Release:2020, Vol. 6. № 1 (21)
About the authors:Saida B. Khabibullina, Senior Lecturer, Department of English Philology and Translation, University of Tyumen; email@example.com
The authors of this article employ the methods of corpus linguistics to study the semantics of general scientific verbs of the lexical-semantic group of reporting in order to study the semantic organization and thematic ordering of this group of English-language predicates in abstracts. The categorical taxonomic meaning of reporting verbs provides an appropriate perception of information when compressing the main text of a research article. Studies that exist in this area comprise the analyses of the rhetorical structure or linguo-cognitive organization of research articles abstracts in various subject areas. Paradigmatics and syntagmatics of lexical units in general and predicates in particular remain not fully understood within the framework of abstracts.

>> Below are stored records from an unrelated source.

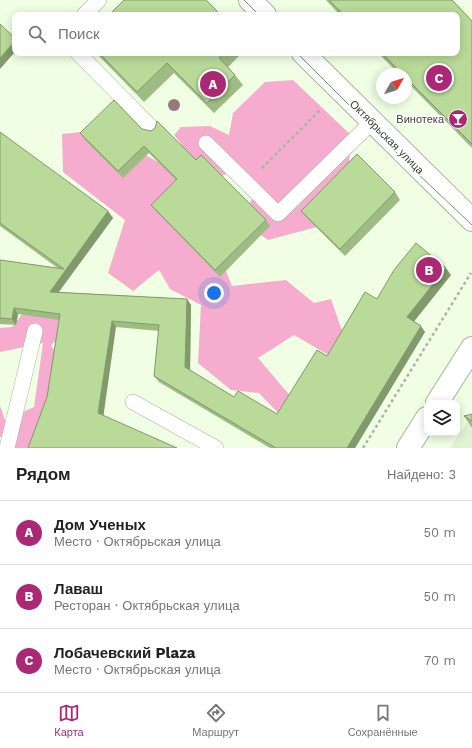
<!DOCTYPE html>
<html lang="ru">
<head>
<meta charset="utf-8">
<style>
  body { margin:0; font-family:"Work Sans",sans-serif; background:#f2f2f2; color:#222 }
  .controls { position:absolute; right:12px; bottom:12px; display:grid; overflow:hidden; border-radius:8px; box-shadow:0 2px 10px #0003 }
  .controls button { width:36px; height:36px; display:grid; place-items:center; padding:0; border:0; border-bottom:1px solid #e0e0e0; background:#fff; color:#222; font:20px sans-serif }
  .compass { position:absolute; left:376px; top:68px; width:36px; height:36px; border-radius:50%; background:#fff; box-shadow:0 2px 10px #0003; rotate:51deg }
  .you { position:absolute; left:214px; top:293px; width:14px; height:14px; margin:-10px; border:3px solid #fff; border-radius:50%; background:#1a73e8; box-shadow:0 0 0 6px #1a73e833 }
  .badge { display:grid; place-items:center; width:26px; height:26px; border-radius:50%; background:#ab2974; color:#fff; font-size:13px; font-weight:700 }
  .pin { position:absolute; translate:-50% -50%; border:2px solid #fff; box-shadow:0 1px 4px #0006 }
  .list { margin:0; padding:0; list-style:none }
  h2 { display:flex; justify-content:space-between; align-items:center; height:52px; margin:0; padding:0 16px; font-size:17px }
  h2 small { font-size:13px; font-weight:400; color:#767676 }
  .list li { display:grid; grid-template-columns:26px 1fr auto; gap:12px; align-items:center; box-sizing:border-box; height:64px; padding:0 16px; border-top:1px solid #e0e0e0 }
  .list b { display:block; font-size:15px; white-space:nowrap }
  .list p { margin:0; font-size:13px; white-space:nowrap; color:#767676 }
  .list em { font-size:13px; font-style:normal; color:#767676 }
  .icon { flex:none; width:22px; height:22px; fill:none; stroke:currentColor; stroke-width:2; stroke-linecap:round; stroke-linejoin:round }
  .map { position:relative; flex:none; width:472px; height:448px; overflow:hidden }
  .search { position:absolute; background:#fff; box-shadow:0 2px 10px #0003; left:12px; right:12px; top:12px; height:44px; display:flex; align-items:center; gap:10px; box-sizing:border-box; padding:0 14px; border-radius:8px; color:#767676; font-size:15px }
  .sheet { height:244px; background:#fff }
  nav { display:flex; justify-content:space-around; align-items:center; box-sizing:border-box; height:56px; border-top:1px solid #e0e0e0; background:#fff; font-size:11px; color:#767676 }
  nav a { display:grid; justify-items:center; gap:2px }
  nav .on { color:#ab2974 }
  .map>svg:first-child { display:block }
</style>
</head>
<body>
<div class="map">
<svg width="472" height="448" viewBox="0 0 472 448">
  <rect width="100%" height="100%" fill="#f0ffe3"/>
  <!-- built -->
  <polygon fill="#e1f2d1" points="472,415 472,448 450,448"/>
  <!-- forest -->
  <g fill="#f5acce">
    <polygon points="293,80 351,135 349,165 324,225 268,240 242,222 258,184 242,168 206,182 182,164 182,145 174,135 181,127 210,126 229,135 233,113 265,82"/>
    <polygon points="98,130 179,173 215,244 232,286 286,280 314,303 331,299 341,328 372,359 363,375 294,335 258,358 298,405 282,417 259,393 231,390 198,363 201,305 170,289 159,270 133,291 108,273 125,220 63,172 62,134"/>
    <polygon points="33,300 70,329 51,345 69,375 32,448 9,448 0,436 0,406 5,420 34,407 43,343 0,352 0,328 12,327"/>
  </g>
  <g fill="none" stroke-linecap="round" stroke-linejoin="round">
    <!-- lane casing -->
    <g stroke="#a8b59b" stroke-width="16">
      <g id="lane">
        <polyline points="84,15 99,0"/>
        <polyline points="78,53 153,129"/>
        <polyline points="206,143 278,214 372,122"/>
        <polyline points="133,402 216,448"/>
        <polyline points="7,448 35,331"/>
      </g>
    </g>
    <!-- secondary casing -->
    <g stroke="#a8b59b" stroke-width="24">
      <g id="secondary">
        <polyline points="250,0 265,15"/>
        <polyline points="303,53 472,220"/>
        <polyline points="437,403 472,348"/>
        <polyline points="408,448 427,418"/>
      </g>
    </g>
    <!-- path -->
    <g stroke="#aab5a0" stroke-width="2.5" stroke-dasharray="3 3" stroke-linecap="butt">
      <polyline points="262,168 320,110"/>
      <polyline points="363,448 471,273"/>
    </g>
    <!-- lane -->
    <use href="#lane" stroke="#fff" stroke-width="15"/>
    <!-- secondary -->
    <use href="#secondary" stroke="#fff" stroke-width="22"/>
    <!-- tram -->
    <g stroke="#828b7a" stroke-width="1">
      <polyline points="244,0 259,15"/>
      <polyline points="297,53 416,172 472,225"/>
    </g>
  </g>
  <!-- trees -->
  <circle fill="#957981" cx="174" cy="105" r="6"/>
  <!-- wall -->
  <g fill="#9fbb84">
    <polygon points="326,0 452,0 472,21 472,148 406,81 406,74 399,74 378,53 457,53 457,15 340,15"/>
    <polygon points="96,53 242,53 228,67 235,75 243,85 214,113 174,73 144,102"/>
    <polygon points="142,129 196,160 266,220 270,226 220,277 156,211 151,205 176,180 149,153 123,178 85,140 80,133"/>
    <polygon points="0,132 113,218 59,292 187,299 191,305 190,370 234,397 277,414 327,356 377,299 451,275 414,321 425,332 355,448 270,448 159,382 154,376 159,331 116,327 47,397 59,320 18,314 16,325 0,324 0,260 59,269 0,226"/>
    <polygon points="395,192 400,200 345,256 307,218 301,211"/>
    <polygon points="472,414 472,428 464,416"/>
  </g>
  <!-- shaded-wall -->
  <g fill="#82996b">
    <polygon points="15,41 15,52 0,69 0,58"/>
    <polygon points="108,211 113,218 54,298 50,292"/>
    <polygon points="446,268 451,275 412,324 407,317"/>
    <polygon points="187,299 191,305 190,374 185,367"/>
    <polygon points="14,308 18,314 16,325 12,319"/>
    <polygon points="112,321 116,327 103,419 98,413"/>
    <polygon points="421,326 425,332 355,448 347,448"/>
  </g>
  <!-- building -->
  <g fill="#b9da99" stroke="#82996b">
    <polygon points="124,0 206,0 221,15 109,15"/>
    <polygon points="329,0 452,0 472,21 472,144 406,78 406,74 402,74 382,53 457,53 457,15 344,15"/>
    <polygon points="0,24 15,38 15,41 0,58"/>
    <polygon points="99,53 225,53 219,58 235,75 207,103 167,63 137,92"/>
    <polygon points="114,100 142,129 151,131 155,128 157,121 196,160 201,155 266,220 215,270 151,205 177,179 144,146 118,171 80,133"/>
    <polygon points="0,132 108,211 50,292 187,299 185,367 234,397 238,391 277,414 317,350 327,356 365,292 377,299 394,270 416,243 446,268 407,317 421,326 347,448 276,448 154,376 159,325 112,321 98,413 177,448 28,448 47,397 60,314 14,308 12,319 0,318 0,260 64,269 0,223"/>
    <polygon points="357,154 395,192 340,249 301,211"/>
    <polygon points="472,414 472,421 464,416"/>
  </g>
  <!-- icons -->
  <defs>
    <g id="bar-disc" transform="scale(1)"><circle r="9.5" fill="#ab2974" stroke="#fff"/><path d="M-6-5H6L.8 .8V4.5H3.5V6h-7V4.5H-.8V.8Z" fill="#fff"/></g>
  </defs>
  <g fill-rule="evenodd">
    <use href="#bar-disc" x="458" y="119"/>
  </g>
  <g text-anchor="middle" stroke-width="3" stroke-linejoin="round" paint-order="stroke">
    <!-- poi labels -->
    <g font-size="11" fill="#3a3f35" stroke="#fff" text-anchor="end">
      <text x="444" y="123">Винотека</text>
    </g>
    <!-- street labels -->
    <g font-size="11" fill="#3a3f35" stroke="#fff">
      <text transform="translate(387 137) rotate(45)" y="4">Октябрьская улица</text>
    </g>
  </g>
</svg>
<div class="controls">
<button><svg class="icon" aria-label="layers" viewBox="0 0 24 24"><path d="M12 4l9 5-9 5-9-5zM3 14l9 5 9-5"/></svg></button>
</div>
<svg class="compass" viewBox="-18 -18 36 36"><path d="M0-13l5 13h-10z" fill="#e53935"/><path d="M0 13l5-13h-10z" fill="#767676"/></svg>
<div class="you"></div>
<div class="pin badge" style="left:213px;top:84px">A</div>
<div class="pin badge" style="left:429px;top:270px">B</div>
<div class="pin badge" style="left:439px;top:78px">C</div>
<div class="search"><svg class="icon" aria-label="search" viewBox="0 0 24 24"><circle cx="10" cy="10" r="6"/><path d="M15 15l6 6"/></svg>Поиск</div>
</div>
<section class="sheet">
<h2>Рядом<small>Найдено: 3</small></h2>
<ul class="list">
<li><span class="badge">A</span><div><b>Дом Ученых</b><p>Место · Октябрьская улица</p></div><em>50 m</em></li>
<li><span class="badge">B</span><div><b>Лаваш</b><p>Ресторан · Октябрьская улица</p></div><em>50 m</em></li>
<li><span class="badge">C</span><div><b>Лобачевский Plaza</b><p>Место · Октябрьская улица</p></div><em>70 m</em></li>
</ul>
</section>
<nav>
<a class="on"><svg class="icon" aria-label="map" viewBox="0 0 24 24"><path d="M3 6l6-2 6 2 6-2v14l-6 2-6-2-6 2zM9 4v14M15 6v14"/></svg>Карта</a>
<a><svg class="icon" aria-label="directions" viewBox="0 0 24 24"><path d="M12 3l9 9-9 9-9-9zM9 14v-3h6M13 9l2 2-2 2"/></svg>Маршрут</a>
<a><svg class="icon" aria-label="saved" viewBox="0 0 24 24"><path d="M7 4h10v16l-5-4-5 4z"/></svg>Сохранённые</a>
</nav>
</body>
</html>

Consequently, the relevance of the subject of the study, namely verbs of reporting in abstracts, is due to the objective need to perform the communicative task of creating or translating a research article abstract mainly from Russian into English. At the same time, the non-English academic community needs access to authentic research, the understanding of which occurs mainly basing on proposition predicates. Based on the material of the сompiled corpus of 500 research article abstracts in the subject field of linguistics, the use of automated quantitative and qualitative methods of corpus analysis makes the selection of predicates and forms the lexical-semantic group of reporting with the semantic dominant to show, which reveals the highest frequency of use in abstracts. Along with the nuclear semantics to show, the semes: emergence of knowledge; confirmation of knowledge; clarification of knowledge; accentuation of knowledge; overview of knowledge, organize the space of the lexical-semantic group of reporting and, therefore, the texts of abstracts. Syntagmatics of the studied verbs is limited to four types of combination models of a verb and a direct object; a verb and a prepositional object; a verb and a subordinate clause; as well as a verb and an infinitive, where the first model is most frequent and the last one is least frequent.